The chemicals, called hydrofluorocarbons (HFCs), were introduced widely in the 1990s to replace ozone-depleting gases used in air conditioners, refrigerators and insulating foam.
They worked: The earth's protective shield seems to be recovering.
But researchers say what's good for ozone is bad for climate change. In the atmosphere, these replacement chemicals act like "super" greenhouse gases, with a heat-trapping power that can be 4,470 times that of carbon dioxide.
Now, scientists say, the world must find replacements for the replacements -- or these super-emissions could cancel out other efforts to stop global warming.
"Whatever targets you thought you were going to make," said David Fahey, a physicist at the National Oceanic and Atmospheric Administration, "it will be undermined by the fact that you have . . . additional emissions that you hadn't planned on."
The colorless, odorless replacement chemicals enter the atmosphere in tiny amounts, often leaking out of refrigerators and air conditioners, or escaping when those machines break and are improperly dumped. They now account for about 2 percent of the climate-warming power of U.S. emissions, according to the Environmental Protection Agency.
That is still far less than carbon dioxide, which is produced by burning fossil fuels and accounts for about 85 percent of the problem.
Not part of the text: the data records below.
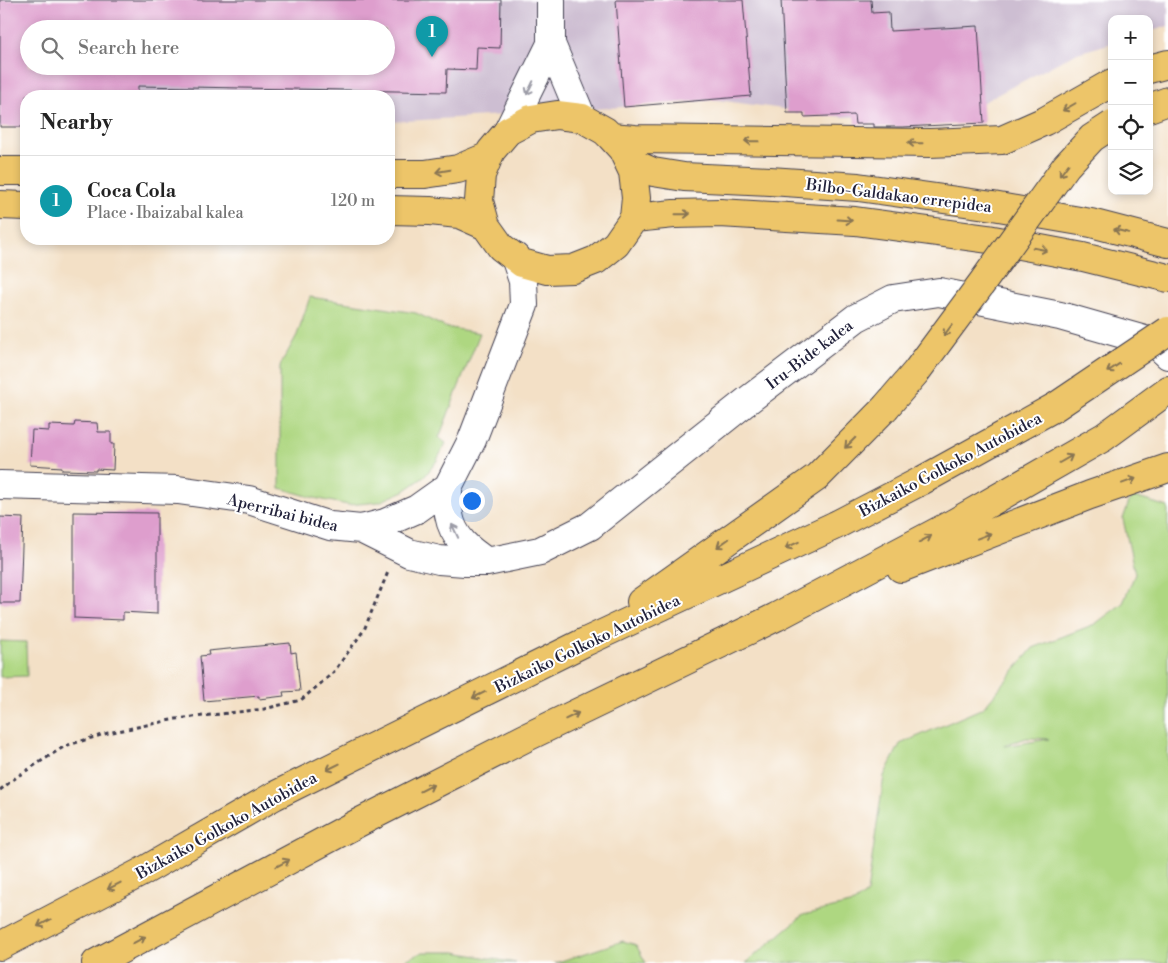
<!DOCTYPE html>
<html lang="en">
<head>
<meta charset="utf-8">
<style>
  :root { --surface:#fff; --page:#f2f2f2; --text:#222; --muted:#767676; --line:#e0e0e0; --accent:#b5179e }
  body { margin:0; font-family:"Libre Bodoni",serif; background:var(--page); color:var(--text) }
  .controls { position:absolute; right:15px; top:15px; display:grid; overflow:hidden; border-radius:10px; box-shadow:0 2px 8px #0003 }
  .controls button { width:45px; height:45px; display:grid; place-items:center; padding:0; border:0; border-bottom:1px solid var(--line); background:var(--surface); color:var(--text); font:25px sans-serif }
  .you { position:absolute; left:471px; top:500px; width:18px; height:18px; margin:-12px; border:4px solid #fff; border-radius:50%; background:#1a73e8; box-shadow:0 0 0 8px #1a73e833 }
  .badge { display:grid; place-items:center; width:32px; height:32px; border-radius:50%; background:var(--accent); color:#fff; font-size:16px; font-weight:700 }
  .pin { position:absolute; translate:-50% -41px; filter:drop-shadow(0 1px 2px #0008) }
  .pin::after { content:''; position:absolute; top:26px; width:18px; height:15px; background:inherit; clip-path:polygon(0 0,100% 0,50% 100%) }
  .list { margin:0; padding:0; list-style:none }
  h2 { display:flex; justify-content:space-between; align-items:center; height:65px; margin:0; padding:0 20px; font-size:21px }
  h2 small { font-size:16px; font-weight:400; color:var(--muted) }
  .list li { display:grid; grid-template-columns:32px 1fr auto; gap:15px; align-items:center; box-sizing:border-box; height:90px; padding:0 20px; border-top:1px solid var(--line) }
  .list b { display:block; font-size:19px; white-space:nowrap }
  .list p { margin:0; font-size:16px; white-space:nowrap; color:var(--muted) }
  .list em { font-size:16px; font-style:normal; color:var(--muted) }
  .icon { flex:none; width:28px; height:28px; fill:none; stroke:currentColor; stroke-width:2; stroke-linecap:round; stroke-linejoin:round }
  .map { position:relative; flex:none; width:1168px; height:963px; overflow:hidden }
  .search { position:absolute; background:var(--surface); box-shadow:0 2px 8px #0003; left:20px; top:20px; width:375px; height:55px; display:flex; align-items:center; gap:12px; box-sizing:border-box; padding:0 18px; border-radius:28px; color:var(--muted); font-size:19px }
  .panel { position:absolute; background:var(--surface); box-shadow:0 2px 8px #0003; left:20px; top:90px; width:375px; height:155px; border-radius:20px }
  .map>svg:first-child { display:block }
  .industrial { fill:#cdbed2; fill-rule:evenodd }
  .green { fill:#aed781; stroke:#687c5e; fill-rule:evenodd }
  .building { fill:#de9ecd; fill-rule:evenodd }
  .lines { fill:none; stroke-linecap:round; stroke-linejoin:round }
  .minor-casing { stroke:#413e50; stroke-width:30 }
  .highway-casing { stroke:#413e50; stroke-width:30 }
  .path { stroke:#413e50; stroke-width:3; stroke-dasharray:4 4; stroke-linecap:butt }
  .minor { stroke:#fff; stroke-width:28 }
  .highway { stroke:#edc569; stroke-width:28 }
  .highway-bridge-casing { stroke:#413e50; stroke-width:30; stroke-linecap:butt }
  .highway-bridge { stroke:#edc569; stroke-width:28 }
  .oneway { stroke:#9c9ca7 }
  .oneway2 { stroke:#887452 }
  .labels { text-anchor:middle; stroke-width:4; stroke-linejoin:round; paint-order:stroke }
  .street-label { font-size:16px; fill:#22223b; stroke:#fff }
</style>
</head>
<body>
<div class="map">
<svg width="1168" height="963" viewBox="0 0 1168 963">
  <rect width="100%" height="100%" fill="#fff"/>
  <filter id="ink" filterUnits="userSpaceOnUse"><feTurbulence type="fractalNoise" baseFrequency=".02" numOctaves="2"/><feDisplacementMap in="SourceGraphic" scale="10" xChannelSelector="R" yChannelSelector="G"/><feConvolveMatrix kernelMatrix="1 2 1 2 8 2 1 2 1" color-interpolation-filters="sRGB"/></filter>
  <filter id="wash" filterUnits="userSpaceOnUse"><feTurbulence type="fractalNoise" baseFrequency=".0096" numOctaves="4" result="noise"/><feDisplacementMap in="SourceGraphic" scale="20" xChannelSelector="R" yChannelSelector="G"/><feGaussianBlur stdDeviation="1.12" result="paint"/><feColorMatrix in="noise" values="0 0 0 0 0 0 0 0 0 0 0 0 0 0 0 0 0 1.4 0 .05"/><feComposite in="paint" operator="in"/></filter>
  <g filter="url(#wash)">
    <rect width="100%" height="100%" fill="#f3e0c6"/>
    <path class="industrial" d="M 0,0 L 1168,0 L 1168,26 L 1149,32 L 1149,19 L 1112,19 L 1112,43 L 1074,54 L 961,114 L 842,117 L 717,100 L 555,112 L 389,122 L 389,96 L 26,96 L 26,117 L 0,117 ZM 29,29 L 386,29 L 386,66 L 29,66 Z"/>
    <path class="green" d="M 310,297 L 416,313 L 445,327 L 480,333 L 457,391 L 439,438 L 446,443 L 436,462 L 424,477 L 404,491 L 379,502 L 348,505 L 314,498 L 280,488 L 280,366 L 297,335 Z
      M 1131,496 L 1168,507 L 1168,963 L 746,963 L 803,915 L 854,903 L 867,893 L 884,776 L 900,744 L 983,708 L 1033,648 L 1095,624 L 1123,603 L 1135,574 L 1123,519 ZM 1027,738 L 1049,739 L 1004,746 L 1004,745 Z
      M 0,641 L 26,642 L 27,676 L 0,677 Z
      M 623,941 L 636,945 L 646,963 L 555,963 Z
      M 423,952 L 455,952 L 516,963 L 398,963 Z"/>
    <g id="blocks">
      <path class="building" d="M 0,0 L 501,0 L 500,48 L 477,47 L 476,70 L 447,69 L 446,92 L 138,86 L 138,96 L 26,96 L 26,127 L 0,127 ZM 29,29 L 386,29 L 386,66 L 29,66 Z
        M 616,0 L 743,0 L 751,96 L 624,107 Z
        M 781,0 L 871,0 L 872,13 L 889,12 L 890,31 L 978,26 L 984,123 L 903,127 L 874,127 L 874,124 L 855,124 L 854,115 L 804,117 L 804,113 L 787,113 Z
        M 75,422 L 97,423 L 98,432 L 111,432 L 111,444 L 114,444 L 113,470 L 96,469 L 96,471 L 62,470 L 62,467 L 30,465 L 32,430 L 49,431 L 49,425 L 74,426 Z
        M 74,512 L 157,513 L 157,614 L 123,612 L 123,620 L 74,618 Z
        M 0,517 L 23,518 L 20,603 L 0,603 Z
        M 290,643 L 291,653 L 296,652 L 300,691 L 283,692 L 284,696 L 259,699 L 259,696 L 204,701 L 200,656 L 209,655 L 208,651 Z"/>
    </g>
  </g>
  <g filter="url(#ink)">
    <use href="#blocks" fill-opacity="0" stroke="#413e50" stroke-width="1"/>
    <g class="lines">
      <defs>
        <path id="minor" d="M 551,0 L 551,44 L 582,118
          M 508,131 L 551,44
          M 0,485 L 178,490 L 249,500 L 330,526 L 361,529 L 385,523 L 417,509 L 448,487 L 472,440 L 524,305 L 523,281 L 515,257
          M 448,487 C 448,496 448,506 449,515 C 453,538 469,550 487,562
          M 361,529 L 409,553 L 439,560 L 465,562 L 487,562 L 540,551 L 590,526 L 747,401 L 856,318 L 893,299 L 939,292 L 1060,316 L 1155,343 L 1168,355"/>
        <path id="highway" d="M 1149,69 L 1168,64
          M 1149,108 L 1168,101
          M 557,115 L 582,118 L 605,131 L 611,137 L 622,149 L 633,172 L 636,198 L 634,218 L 616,244 L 596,260 L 573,269 L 547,270 L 522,263 L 501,247 L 486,226 L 479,201 L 481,175 L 491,151 L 508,131 L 531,119 Z
          M 611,137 L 635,139 L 930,143 L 1002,140 L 1045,121 L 1112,83
          M 628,161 L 653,172 L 684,177 L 770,181 L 858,187 L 993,206 L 1091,223 L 1168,243
          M 0,171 L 26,171
          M 389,174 L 425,174 L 458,169 L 489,156
          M 0,205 L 26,206
          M 389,210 L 430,211 L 459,214 L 486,226
          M 634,218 L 674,214 L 720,213 L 855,221 L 988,239 L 1083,257 L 1168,278
          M 901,568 L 1090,495 L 1168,468
          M 641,602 L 817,477 L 885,408
          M 0,946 L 140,873 L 274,796 L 585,642 L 836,525
          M 96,963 L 358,823 L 525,738 L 776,617 L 954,523 L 1104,437 L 1168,390"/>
      </defs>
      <use href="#minor" class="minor-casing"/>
      <use href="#highway" class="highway-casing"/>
      <path class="path" d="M 0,790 L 18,776 L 65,746 L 108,733 L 176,719 L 264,709 L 301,700 L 333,673 L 364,630 L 388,572"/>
      <use href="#minor" class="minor"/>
      <use href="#highway" class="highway"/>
      <defs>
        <path id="highway-bridge" d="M 885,408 L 916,372 L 982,283 L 1066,166 L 1092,138 L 1112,125
          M 836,525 L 921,481 L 1055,407 L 1168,331"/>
      </defs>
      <use href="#highway-bridge" class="highway-bridge-casing"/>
      <use href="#highway-bridge" class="highway-bridge"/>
    </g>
    <defs><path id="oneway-shaft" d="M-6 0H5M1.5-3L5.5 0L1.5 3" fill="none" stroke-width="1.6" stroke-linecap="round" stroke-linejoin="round" transform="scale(1.25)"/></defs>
    <g class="oneway">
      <use href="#oneway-shaft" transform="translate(530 88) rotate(116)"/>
      <use href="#oneway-shaft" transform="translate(455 531) rotate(-115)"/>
    </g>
    <g class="oneway2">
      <use href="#oneway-shaft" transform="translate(1069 107) rotate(150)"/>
      <use href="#oneway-shaft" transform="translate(752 141) rotate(-179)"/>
      <use href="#oneway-shaft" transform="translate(915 143) rotate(-179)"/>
      <use href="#oneway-shaft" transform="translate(1064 170) rotate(127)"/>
      <use href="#oneway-shaft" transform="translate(443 171) rotate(170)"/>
      <use href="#oneway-shaft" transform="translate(683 214) rotate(-1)"/>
      <use href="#oneway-shaft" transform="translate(845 220) rotate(4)"/>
      <use href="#oneway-shaft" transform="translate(1121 231) rotate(-166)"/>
      <use href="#oneway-shaft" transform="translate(1040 249) rotate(11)"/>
      <use href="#oneway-shaft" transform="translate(948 330) rotate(127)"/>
      <use href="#oneway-shaft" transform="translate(1113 368) rotate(146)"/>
      <use href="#oneway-shaft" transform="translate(850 443) rotate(135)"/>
      <use href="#oneway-shaft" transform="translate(1066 459) rotate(-30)"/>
      <use href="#oneway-shaft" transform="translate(1129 481) rotate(-20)"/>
      <use href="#oneway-shaft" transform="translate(984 536) rotate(-21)"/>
      <use href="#oneway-shaft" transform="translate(925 539) rotate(-28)"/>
      <use href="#oneway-shaft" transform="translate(723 543) rotate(145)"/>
      <use href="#oneway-shaft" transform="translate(792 545) rotate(155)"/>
      <use href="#oneway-shaft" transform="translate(479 695) rotate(154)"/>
      <use href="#oneway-shaft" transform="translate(572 716) rotate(-26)"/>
      <use href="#oneway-shaft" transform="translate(333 767) rotate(154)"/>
      <use href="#oneway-shaft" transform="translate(427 788) rotate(-27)"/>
      <use href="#oneway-shaft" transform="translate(283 863) rotate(-28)"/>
      <use href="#oneway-shaft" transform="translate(114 886) rotate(153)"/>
      <use href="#oneway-shaft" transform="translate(44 923) rotate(152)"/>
      <use href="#oneway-shaft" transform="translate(139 940) rotate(-28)"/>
    </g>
  </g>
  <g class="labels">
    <g class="street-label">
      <text transform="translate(899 195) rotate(7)" y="6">Bilbo-Galdakao errepidea</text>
      <text transform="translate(809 354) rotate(-37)" y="6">Iru-Bide kalea</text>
      <text transform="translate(950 464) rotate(-28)" y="6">Bizkaiko Golkoko Autobidea</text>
      <text transform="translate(283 512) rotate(14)" y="6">Aperribai bidea</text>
      <text transform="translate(587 643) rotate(-26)" y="6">Bizkaiko Golkoko Autobidea</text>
      <text transform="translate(226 825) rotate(-29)" y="6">Bizkaiko Golkoko Autobidea</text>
    </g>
  </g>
</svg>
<div class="controls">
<button>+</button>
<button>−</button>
<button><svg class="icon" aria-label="locate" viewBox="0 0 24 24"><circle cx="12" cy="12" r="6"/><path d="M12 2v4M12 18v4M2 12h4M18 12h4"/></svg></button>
<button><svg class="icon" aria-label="layers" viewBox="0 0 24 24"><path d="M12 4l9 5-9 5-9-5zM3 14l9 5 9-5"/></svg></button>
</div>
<div class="you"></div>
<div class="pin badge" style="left:432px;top:57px;background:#0f9aa8">1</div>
<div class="search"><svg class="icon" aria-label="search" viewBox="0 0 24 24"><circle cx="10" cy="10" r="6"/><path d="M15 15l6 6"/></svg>Search here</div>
<section class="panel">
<h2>Nearby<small></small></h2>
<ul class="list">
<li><span class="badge" style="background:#0f9aa8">1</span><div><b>Coca Cola</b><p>Place · Ibaizabal kalea</p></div><em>120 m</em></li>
</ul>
</section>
</div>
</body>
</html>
And it is less than the roughly 10 percent of warming from methane, which comes from sources including farm animals and decomposing trash.
But in recent weeks, these obscure gases have been given a higher profile in the carbon-dominated debate on climate change.
Last month, a group of scientists published a paper projecting that, if unchecked, the emissions would rise rapidly over the next 40 years. By 2050, they found, the amount of super greenhouse gases in the atmosphere might be equal to six or more years' worth of carbon dioxide emissions.
And last week, diplomats met in Geneva to discuss ideas for a worldwide reduction in HFCs.
"You have this moment when you could nip this problem in the bud and avoid this very large growth of a dangerous chemical," said David Doniger, policy director at the Natural Resources Defense Council's climate center, from Geneva. "Now, in the next couple of years, is when you have to do this."